(Saved entries)
- - - - -

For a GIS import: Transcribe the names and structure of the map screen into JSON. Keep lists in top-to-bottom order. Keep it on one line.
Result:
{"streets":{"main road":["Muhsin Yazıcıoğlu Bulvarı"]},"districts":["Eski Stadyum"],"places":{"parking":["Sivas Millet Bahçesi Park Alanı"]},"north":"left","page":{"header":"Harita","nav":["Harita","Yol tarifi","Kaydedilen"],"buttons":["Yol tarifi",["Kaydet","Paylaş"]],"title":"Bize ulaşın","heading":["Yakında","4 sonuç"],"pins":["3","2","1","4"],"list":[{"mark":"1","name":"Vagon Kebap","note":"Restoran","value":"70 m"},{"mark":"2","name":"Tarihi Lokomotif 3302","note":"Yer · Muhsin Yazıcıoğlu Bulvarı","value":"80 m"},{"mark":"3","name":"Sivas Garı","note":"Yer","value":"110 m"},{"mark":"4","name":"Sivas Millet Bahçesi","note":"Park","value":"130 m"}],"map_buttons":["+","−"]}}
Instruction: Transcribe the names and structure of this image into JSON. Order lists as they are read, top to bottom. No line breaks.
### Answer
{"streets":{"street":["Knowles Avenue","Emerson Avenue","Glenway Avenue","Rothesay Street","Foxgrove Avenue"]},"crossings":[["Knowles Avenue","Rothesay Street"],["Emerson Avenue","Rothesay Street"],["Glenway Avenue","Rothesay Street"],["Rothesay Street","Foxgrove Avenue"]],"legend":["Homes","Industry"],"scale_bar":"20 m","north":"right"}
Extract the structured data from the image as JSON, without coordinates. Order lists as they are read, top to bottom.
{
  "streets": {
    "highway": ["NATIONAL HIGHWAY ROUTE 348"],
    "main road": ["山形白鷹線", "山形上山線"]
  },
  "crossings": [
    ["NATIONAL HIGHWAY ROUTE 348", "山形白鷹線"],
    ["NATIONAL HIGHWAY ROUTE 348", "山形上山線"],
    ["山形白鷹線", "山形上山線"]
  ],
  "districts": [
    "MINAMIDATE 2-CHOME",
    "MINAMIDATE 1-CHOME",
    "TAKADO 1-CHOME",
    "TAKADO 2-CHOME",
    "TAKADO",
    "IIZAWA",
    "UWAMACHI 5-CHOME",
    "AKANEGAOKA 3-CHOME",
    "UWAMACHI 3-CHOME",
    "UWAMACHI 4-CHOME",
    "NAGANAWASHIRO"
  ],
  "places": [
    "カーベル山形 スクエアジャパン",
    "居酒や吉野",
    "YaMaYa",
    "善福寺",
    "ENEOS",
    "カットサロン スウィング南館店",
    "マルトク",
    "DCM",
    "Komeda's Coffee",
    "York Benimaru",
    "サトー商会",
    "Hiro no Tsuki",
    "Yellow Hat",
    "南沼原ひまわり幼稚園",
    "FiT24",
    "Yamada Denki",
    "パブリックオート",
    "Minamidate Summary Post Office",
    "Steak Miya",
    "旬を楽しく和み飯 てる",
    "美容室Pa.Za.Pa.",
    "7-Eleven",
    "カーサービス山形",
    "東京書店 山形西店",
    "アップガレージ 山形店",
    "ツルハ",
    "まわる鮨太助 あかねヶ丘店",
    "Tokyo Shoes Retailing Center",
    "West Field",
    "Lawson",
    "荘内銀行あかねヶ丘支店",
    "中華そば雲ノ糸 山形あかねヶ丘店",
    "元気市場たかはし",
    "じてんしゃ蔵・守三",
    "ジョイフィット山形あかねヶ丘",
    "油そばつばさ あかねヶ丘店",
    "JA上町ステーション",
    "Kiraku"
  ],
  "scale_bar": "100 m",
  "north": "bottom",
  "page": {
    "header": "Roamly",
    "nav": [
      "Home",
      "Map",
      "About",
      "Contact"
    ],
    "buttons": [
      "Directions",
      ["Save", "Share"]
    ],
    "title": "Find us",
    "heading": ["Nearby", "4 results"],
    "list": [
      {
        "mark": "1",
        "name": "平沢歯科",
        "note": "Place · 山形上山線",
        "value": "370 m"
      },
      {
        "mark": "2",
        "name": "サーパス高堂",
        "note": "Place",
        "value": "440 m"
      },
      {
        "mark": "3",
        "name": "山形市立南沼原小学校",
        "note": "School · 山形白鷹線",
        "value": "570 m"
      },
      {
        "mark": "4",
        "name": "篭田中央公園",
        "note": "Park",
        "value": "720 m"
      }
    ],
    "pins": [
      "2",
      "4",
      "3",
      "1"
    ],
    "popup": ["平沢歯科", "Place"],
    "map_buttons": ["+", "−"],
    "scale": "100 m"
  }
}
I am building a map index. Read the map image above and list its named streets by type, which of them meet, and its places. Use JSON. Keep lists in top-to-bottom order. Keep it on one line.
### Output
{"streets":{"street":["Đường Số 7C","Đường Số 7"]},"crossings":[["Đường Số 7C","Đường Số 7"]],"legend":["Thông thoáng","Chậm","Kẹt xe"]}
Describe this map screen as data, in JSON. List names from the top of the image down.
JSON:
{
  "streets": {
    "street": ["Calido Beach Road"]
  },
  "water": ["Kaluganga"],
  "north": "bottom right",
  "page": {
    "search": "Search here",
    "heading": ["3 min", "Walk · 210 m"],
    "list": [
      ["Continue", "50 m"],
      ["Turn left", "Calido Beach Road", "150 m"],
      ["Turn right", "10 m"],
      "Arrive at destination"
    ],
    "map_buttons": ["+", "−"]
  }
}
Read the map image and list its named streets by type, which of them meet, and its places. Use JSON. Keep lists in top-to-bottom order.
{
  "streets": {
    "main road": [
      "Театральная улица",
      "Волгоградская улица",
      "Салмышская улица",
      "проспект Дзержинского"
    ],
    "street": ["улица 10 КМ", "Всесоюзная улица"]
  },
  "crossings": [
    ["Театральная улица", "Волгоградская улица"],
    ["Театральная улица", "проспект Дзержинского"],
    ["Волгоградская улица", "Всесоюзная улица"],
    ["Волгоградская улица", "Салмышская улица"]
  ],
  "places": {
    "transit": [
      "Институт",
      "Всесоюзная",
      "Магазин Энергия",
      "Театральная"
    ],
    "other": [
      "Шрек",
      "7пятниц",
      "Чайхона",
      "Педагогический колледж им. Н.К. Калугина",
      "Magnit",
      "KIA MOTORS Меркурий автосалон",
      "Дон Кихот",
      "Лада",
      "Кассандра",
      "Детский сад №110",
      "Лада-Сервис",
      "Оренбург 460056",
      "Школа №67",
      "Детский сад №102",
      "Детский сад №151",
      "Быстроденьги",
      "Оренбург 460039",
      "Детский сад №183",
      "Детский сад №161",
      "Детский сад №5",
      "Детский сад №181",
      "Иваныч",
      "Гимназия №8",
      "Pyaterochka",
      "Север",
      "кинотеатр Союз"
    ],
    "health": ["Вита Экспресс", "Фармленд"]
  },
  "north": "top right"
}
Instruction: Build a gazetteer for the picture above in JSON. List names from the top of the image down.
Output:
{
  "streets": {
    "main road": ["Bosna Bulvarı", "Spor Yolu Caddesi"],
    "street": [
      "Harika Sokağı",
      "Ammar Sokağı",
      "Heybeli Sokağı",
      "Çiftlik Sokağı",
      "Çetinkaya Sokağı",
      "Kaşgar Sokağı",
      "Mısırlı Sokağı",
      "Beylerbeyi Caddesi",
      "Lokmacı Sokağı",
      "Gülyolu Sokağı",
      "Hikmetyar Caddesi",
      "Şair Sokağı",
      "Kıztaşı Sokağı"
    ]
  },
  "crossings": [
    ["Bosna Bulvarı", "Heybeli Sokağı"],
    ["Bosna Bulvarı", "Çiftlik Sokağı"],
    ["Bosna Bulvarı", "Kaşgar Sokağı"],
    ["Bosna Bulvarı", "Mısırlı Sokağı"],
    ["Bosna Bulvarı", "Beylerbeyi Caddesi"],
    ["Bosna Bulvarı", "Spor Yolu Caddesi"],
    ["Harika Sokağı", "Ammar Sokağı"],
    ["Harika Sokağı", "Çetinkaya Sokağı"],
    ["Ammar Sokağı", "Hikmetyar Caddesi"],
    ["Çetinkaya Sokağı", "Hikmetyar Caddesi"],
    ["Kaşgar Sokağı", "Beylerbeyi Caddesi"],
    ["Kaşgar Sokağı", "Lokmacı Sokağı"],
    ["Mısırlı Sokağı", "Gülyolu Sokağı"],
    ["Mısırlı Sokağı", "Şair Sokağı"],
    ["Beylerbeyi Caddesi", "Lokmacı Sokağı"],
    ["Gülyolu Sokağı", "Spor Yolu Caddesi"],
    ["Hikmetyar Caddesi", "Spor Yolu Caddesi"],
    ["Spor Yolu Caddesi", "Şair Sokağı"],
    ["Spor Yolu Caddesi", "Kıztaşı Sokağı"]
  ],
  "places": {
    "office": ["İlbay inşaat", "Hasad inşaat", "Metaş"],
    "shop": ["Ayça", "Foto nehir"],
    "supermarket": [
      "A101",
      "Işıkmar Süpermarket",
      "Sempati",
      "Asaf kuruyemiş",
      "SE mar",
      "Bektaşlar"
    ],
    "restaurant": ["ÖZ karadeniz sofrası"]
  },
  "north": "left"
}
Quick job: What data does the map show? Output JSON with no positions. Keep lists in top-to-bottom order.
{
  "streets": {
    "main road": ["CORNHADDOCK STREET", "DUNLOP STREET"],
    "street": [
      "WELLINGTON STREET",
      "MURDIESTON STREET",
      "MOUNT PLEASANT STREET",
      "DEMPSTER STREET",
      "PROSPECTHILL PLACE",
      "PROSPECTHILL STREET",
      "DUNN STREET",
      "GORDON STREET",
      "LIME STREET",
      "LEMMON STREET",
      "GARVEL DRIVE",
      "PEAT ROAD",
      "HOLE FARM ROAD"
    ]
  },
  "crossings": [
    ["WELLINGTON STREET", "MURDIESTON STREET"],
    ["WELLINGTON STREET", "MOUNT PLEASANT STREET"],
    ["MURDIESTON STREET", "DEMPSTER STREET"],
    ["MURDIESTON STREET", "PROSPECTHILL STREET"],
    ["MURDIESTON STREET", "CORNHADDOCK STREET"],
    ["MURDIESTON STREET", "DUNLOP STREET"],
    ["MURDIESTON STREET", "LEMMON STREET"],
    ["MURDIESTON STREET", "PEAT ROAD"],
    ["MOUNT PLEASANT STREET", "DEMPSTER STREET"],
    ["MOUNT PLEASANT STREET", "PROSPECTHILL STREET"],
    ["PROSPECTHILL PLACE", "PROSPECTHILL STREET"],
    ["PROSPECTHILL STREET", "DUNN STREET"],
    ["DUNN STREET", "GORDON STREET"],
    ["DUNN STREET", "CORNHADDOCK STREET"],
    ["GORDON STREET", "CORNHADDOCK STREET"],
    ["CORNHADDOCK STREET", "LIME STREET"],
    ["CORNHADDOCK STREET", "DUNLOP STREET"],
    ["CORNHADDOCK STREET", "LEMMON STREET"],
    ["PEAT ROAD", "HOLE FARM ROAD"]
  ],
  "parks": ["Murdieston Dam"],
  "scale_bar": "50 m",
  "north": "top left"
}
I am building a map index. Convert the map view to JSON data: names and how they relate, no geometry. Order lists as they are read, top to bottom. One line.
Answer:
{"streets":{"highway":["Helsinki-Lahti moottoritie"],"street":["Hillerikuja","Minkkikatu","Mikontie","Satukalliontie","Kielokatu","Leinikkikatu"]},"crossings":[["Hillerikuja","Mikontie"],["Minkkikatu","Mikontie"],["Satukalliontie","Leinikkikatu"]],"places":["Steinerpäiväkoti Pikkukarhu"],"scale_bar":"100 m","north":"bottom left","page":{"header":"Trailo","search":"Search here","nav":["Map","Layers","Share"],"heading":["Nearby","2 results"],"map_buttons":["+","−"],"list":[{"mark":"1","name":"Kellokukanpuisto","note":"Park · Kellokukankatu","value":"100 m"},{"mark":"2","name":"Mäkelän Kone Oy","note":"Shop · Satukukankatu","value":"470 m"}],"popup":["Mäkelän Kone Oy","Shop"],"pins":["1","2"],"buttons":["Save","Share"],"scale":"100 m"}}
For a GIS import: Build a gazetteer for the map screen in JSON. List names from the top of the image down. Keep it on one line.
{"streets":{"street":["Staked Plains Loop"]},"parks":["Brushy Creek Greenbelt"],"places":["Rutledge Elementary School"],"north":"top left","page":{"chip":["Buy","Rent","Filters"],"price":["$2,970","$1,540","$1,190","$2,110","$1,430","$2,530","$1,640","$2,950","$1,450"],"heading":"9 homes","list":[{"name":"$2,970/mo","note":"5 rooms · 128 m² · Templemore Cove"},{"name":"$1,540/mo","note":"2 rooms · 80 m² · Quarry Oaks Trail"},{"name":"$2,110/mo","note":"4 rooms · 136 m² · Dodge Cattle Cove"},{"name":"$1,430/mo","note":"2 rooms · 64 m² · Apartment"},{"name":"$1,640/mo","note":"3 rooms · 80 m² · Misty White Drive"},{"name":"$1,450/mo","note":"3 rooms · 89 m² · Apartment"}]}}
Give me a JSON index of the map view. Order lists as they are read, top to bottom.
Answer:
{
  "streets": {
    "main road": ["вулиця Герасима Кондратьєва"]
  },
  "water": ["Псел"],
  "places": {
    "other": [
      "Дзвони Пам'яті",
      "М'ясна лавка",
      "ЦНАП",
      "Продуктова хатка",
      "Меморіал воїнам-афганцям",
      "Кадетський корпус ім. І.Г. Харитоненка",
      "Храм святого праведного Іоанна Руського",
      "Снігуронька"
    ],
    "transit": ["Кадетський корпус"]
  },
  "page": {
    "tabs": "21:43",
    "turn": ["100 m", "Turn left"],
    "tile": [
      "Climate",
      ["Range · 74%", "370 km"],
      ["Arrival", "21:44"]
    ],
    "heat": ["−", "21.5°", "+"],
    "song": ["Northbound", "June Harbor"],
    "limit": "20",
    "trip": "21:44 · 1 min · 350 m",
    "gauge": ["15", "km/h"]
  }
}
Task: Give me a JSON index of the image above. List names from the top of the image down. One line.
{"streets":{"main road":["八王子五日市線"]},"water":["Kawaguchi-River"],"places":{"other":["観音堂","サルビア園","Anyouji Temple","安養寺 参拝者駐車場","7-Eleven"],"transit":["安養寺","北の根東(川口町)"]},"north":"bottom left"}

- - - - -

### Work to be completed
Set aside each line above that includes the string "which" and report it.

### Completed exercise
I am building a map index. Read the map image above and list its named streets by type, which of them meet, and its places. Use JSON. Keep lists in top-to-bottom order. Keep it on one line.
Read the map image and list its named streets by type, which of them meet, and its places. Use JSON. Keep lists in top-to-bottom order.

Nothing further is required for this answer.